►

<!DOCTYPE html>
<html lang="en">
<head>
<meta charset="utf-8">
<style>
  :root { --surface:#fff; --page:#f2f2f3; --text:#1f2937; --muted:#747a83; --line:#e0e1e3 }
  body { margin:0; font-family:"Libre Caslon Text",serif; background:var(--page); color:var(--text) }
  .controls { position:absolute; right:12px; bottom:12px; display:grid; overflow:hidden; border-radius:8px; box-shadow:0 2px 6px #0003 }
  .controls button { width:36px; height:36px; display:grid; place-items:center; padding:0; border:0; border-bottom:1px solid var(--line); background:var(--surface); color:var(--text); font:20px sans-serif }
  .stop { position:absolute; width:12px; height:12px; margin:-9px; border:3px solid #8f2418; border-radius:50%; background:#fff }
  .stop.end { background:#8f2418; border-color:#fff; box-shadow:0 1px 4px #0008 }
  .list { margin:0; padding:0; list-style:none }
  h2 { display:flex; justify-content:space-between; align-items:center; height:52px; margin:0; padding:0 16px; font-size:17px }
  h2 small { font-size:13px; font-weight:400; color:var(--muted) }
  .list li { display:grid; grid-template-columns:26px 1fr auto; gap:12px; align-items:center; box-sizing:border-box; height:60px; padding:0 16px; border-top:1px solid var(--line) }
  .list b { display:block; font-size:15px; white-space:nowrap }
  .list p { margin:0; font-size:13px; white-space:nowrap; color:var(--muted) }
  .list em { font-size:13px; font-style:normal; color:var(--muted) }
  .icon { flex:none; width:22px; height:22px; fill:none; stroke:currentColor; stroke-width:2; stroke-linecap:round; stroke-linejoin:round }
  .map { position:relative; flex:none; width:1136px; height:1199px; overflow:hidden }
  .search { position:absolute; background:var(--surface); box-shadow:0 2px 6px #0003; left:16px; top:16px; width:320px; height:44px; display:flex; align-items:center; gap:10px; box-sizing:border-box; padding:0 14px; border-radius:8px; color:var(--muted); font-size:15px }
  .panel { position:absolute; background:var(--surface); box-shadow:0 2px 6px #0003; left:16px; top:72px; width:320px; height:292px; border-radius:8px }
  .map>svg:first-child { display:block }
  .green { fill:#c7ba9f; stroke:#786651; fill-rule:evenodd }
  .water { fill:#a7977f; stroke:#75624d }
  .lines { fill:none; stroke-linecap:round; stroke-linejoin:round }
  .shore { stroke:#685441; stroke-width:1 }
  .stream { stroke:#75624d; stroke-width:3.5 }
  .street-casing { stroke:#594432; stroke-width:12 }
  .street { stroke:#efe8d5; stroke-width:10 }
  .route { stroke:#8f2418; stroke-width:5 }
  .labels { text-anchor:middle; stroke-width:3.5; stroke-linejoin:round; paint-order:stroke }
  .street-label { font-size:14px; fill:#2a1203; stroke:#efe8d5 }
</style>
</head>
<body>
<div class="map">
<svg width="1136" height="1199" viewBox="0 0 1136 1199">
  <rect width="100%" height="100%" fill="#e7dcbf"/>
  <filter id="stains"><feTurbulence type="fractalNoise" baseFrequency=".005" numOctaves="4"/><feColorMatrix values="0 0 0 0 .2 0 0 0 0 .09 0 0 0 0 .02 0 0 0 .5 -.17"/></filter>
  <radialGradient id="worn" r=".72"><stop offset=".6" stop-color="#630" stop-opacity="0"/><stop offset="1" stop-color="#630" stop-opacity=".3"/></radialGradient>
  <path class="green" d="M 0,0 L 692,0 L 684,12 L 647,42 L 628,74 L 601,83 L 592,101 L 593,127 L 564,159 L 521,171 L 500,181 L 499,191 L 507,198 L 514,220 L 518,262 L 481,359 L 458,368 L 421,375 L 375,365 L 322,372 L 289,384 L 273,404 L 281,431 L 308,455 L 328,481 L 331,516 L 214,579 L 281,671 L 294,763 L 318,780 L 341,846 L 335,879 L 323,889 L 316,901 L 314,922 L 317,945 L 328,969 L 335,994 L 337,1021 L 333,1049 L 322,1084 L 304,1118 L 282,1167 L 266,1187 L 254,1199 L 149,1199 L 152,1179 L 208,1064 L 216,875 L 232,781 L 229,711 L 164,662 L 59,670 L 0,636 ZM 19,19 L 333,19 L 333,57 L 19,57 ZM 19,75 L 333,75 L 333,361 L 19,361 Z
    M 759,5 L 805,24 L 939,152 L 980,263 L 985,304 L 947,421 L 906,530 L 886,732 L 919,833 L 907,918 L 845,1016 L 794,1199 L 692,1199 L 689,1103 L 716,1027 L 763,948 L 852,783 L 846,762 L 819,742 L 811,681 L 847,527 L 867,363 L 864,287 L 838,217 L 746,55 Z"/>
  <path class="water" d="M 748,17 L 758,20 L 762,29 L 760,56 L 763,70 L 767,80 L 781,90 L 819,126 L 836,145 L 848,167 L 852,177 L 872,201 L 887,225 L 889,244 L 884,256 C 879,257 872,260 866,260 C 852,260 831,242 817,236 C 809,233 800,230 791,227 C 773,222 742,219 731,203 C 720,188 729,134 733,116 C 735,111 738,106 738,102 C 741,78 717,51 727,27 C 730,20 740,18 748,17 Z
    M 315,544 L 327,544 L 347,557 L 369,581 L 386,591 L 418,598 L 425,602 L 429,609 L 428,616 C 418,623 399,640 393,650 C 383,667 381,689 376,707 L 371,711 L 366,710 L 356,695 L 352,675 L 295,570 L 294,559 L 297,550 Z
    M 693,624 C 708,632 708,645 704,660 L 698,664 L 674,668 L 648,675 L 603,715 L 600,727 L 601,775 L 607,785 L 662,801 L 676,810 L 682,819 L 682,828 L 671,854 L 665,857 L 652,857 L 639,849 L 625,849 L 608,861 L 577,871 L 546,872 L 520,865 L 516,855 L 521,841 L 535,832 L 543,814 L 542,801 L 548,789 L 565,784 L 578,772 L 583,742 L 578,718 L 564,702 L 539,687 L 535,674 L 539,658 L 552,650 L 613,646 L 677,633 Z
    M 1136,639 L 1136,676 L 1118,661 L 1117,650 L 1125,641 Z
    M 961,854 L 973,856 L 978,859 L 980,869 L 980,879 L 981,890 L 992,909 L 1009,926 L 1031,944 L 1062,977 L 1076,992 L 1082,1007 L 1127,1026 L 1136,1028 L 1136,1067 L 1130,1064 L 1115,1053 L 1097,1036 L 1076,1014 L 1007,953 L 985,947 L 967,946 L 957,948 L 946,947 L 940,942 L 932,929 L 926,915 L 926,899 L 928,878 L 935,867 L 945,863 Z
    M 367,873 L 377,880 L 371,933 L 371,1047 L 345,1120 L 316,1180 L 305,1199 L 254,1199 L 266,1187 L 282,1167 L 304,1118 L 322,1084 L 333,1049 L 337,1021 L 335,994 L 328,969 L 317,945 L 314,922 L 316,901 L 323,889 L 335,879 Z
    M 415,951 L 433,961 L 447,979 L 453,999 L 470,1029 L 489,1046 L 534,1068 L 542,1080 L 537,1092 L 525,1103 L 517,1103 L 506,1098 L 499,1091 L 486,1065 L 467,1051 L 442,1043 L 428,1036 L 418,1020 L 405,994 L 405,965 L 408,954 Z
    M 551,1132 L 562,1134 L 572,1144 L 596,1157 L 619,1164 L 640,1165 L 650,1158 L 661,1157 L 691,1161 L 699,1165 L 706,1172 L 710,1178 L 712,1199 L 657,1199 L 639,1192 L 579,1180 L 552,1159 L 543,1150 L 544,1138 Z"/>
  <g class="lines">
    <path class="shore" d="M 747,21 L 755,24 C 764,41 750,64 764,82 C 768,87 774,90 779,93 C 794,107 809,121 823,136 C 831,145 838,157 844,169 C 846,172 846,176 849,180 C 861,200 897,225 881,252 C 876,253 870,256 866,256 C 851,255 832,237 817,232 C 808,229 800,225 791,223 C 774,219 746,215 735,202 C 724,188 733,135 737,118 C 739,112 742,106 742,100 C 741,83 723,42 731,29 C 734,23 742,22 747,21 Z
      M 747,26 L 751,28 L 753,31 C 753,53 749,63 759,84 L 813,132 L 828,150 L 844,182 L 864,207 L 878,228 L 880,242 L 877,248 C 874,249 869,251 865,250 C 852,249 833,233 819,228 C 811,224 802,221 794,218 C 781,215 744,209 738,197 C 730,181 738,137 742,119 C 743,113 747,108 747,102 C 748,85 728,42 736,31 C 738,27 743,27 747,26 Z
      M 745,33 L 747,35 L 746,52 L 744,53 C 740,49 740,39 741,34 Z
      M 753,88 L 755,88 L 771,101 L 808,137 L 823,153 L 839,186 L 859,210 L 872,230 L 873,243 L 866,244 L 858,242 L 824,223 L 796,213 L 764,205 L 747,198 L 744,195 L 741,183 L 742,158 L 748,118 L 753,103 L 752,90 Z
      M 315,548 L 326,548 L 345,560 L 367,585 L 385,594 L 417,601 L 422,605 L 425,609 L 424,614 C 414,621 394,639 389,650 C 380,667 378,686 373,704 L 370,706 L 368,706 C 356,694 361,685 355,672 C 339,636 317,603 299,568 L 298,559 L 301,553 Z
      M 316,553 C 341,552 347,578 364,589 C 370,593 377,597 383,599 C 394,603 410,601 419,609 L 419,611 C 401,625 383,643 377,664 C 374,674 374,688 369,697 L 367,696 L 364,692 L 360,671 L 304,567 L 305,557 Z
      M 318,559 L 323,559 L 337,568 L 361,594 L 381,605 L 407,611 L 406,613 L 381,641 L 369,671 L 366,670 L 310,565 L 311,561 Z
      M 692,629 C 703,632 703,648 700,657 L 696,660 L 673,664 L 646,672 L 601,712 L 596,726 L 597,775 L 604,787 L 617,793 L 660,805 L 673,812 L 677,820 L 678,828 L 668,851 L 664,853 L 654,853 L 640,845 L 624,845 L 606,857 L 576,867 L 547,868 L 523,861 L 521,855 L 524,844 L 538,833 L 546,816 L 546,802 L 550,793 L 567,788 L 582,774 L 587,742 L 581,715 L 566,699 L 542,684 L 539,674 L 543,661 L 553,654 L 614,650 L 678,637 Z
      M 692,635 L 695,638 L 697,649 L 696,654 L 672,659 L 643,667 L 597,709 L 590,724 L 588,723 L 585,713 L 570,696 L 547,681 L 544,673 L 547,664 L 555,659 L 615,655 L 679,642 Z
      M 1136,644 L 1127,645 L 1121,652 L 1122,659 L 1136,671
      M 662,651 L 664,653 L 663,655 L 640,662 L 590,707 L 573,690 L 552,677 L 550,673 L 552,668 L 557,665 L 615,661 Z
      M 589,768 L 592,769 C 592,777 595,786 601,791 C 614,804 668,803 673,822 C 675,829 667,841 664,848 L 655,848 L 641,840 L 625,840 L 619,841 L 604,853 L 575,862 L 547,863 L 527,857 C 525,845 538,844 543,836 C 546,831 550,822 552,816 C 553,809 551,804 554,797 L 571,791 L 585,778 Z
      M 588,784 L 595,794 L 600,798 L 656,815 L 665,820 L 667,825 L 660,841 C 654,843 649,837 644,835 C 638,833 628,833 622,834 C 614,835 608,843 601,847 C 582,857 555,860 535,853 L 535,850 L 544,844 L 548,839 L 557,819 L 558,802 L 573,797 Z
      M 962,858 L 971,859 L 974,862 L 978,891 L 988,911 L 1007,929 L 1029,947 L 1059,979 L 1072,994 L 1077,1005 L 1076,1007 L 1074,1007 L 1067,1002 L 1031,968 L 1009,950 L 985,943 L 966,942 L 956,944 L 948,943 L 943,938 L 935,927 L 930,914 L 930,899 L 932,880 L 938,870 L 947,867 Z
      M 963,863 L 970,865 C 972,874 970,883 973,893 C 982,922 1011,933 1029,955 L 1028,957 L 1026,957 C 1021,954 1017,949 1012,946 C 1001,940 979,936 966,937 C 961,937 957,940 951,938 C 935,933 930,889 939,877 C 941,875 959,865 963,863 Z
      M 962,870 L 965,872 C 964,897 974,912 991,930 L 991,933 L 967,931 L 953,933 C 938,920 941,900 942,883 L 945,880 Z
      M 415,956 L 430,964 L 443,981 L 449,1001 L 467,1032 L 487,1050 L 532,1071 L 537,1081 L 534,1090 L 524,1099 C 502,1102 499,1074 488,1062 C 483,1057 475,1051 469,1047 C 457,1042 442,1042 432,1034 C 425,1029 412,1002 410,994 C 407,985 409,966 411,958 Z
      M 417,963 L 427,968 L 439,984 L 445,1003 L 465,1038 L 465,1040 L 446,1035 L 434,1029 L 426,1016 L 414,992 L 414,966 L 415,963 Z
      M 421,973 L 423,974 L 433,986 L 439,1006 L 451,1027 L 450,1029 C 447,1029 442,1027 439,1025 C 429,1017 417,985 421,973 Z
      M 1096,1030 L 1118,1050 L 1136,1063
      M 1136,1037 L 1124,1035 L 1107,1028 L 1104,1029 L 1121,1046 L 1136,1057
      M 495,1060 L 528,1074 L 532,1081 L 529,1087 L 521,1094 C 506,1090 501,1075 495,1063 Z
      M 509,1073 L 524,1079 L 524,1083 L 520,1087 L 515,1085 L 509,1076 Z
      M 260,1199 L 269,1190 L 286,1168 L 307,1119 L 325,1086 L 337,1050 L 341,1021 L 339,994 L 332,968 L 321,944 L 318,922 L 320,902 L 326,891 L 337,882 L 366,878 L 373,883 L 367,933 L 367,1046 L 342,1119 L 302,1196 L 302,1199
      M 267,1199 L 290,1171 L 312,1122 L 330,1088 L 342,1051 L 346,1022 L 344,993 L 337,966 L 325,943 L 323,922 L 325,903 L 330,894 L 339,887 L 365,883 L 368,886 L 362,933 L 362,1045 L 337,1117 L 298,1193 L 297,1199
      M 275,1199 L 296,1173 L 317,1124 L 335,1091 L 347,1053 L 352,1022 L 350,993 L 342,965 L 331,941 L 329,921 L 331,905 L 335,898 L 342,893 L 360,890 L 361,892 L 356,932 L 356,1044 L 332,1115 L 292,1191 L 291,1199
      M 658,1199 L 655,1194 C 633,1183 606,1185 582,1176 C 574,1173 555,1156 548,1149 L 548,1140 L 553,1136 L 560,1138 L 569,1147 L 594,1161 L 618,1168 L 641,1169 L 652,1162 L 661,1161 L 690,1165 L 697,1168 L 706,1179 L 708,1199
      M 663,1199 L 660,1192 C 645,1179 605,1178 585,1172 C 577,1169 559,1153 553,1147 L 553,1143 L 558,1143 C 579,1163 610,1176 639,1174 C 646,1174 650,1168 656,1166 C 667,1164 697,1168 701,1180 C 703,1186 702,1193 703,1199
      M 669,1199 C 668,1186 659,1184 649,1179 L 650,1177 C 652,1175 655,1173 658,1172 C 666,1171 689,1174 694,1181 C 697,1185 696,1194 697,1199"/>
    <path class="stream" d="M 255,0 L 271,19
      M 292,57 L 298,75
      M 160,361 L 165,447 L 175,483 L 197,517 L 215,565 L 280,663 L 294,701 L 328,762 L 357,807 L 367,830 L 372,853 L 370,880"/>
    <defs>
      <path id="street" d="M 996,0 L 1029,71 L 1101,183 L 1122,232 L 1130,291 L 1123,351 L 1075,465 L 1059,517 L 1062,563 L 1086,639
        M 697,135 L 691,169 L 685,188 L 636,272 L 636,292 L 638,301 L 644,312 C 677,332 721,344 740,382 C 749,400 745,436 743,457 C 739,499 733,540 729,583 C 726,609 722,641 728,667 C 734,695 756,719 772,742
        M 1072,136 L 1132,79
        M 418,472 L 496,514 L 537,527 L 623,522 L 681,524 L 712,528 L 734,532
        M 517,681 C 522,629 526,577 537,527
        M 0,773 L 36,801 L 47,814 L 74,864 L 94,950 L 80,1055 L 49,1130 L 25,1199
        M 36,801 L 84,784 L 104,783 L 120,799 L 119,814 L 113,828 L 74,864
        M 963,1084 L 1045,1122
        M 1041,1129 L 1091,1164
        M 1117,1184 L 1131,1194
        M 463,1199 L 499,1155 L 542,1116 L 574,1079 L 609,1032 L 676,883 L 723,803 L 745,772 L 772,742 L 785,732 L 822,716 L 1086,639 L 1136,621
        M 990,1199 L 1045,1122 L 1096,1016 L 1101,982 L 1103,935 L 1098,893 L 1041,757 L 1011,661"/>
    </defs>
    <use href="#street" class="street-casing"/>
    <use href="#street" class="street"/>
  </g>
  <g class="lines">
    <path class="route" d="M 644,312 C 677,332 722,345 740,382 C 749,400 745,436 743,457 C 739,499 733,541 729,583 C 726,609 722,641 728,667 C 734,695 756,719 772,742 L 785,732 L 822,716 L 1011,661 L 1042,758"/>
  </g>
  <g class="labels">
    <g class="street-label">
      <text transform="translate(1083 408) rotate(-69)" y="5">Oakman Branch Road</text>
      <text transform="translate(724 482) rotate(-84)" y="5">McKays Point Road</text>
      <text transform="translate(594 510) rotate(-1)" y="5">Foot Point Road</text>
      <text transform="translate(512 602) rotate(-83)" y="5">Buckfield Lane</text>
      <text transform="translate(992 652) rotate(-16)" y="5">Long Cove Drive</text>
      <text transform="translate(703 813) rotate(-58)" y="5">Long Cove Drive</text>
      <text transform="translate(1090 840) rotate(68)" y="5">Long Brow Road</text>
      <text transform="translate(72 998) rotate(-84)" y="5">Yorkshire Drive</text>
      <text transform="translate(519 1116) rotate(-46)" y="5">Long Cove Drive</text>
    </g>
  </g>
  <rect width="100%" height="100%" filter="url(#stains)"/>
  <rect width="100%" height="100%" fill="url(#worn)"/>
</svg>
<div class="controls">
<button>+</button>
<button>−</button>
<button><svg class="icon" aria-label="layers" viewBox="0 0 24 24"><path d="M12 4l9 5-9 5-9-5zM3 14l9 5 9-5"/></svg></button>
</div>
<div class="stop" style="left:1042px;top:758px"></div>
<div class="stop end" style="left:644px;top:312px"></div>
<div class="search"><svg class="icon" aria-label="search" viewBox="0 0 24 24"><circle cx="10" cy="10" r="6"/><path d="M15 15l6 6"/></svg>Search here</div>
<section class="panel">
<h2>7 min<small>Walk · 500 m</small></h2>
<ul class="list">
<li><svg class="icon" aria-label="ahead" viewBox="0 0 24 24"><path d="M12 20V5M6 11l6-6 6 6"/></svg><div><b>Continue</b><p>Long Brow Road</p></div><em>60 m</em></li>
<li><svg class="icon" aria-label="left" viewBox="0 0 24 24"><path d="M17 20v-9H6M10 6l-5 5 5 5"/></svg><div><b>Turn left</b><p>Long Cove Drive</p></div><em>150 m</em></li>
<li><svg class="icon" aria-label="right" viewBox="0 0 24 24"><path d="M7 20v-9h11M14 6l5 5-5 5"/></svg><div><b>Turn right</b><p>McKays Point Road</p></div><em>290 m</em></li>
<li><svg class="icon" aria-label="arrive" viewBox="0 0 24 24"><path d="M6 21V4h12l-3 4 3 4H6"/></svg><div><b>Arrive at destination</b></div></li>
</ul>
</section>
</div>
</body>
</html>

◄

• [PROBLEM DETAILS]: What lines of the material above hold the string "controls"? Please copy them.

• [THE COMPLETED TASK]:
  .controls { position:absolute; right:12px; bottom:12px; display:grid; overflow:hidden; border-radius:8px; box-shadow:0 2px 6px #0003 }
  .controls button { width:36px; height:36px; display:grid; place-items:center; padding:0; border:0; border-bottom:1px solid var(--line); background:var(--surface); color:var(--text); font:20px sans-serif }
<div class="controls">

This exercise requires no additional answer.